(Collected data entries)
--- START ---
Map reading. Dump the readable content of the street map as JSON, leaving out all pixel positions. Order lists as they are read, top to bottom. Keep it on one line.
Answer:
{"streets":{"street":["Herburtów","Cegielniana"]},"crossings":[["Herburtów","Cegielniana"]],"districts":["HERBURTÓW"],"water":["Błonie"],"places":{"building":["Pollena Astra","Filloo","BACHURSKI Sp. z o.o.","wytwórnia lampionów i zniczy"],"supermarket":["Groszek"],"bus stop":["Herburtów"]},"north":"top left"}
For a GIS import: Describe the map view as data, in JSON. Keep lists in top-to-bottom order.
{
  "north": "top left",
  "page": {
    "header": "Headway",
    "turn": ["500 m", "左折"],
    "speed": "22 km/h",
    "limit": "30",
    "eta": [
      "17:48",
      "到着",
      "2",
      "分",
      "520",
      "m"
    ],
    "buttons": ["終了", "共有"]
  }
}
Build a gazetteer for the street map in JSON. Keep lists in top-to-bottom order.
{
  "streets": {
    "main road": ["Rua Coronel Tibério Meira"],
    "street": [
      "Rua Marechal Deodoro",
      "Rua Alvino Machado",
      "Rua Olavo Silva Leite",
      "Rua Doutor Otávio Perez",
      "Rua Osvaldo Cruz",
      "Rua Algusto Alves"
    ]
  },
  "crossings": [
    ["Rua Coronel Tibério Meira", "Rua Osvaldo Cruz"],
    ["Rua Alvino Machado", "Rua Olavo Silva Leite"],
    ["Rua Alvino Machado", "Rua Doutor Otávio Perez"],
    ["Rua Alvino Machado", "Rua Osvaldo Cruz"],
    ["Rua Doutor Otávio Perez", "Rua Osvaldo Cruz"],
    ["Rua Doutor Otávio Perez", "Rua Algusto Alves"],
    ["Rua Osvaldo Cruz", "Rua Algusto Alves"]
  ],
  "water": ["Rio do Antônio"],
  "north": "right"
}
--- END ---
■ **WORK REQUIRED**:
Please copy out the records exactly as they appear.

■ **ANSWER BOX**:
Map reading. Dump the readable content of the street map as JSON, leaving out all pixel positions. Order lists as they are read, top to bottom. Keep it on one line.
Answer:
{"streets":{"street":["Herburtów","Cegielniana"]},"crossings":[["Herburtów","Cegielniana"]],"districts":["HERBURTÓW"],"water":["Błonie"],"places":{"building":["Pollena Astra","Filloo","BACHURSKI Sp. z o.o.","wytwórnia lampionów i zniczy"],"supermarket":["Groszek"],"bus stop":["Herburtów"]},"north":"top left"}
For a GIS import: Describe the map view as data, in JSON. Keep lists in top-to-bottom order.
{
  "north": "top left",
  "page": {
    "header": "Headway",
    "turn": ["500 m", "左折"],
    "speed": "22 km/h",
    "limit": "30",
    "eta": [
      "17:48",
      "到着",
      "2",
      "分",
      "520",
      "m"
    ],
    "buttons": ["終了", "共有"]
  }
}
Build a gazetteer for the street map in JSON. Keep lists in top-to-bottom order.
{
  "streets": {
    "main road": ["Rua Coronel Tibério Meira"],
    "street": [
      "Rua Marechal Deodoro",
      "Rua Alvino Machado",
      "Rua Olavo Silva Leite",
      "Rua Doutor Otávio Perez",
      "Rua Osvaldo Cruz",
      "Rua Algusto Alves"
    ]
  },
  "crossings": [
    ["Rua Coronel Tibério Meira", "Rua Osvaldo Cruz"],
    ["Rua Alvino Machado", "Rua Olavo Silva Leite"],
    ["Rua Alvino Machado", "Rua Doutor Otávio Perez"],
    ["Rua Alvino Machado", "Rua Osvaldo Cruz"],
    ["Rua Doutor Otávio Perez", "Rua Osvaldo Cruz"],
    ["Rua Doutor Otávio Perez", "Rua Algusto Alves"],
    ["Rua Osvaldo Cruz", "Rua Algusto Alves"]
  ],
  "water": ["Rio do Antônio"],
  "north": "right"
}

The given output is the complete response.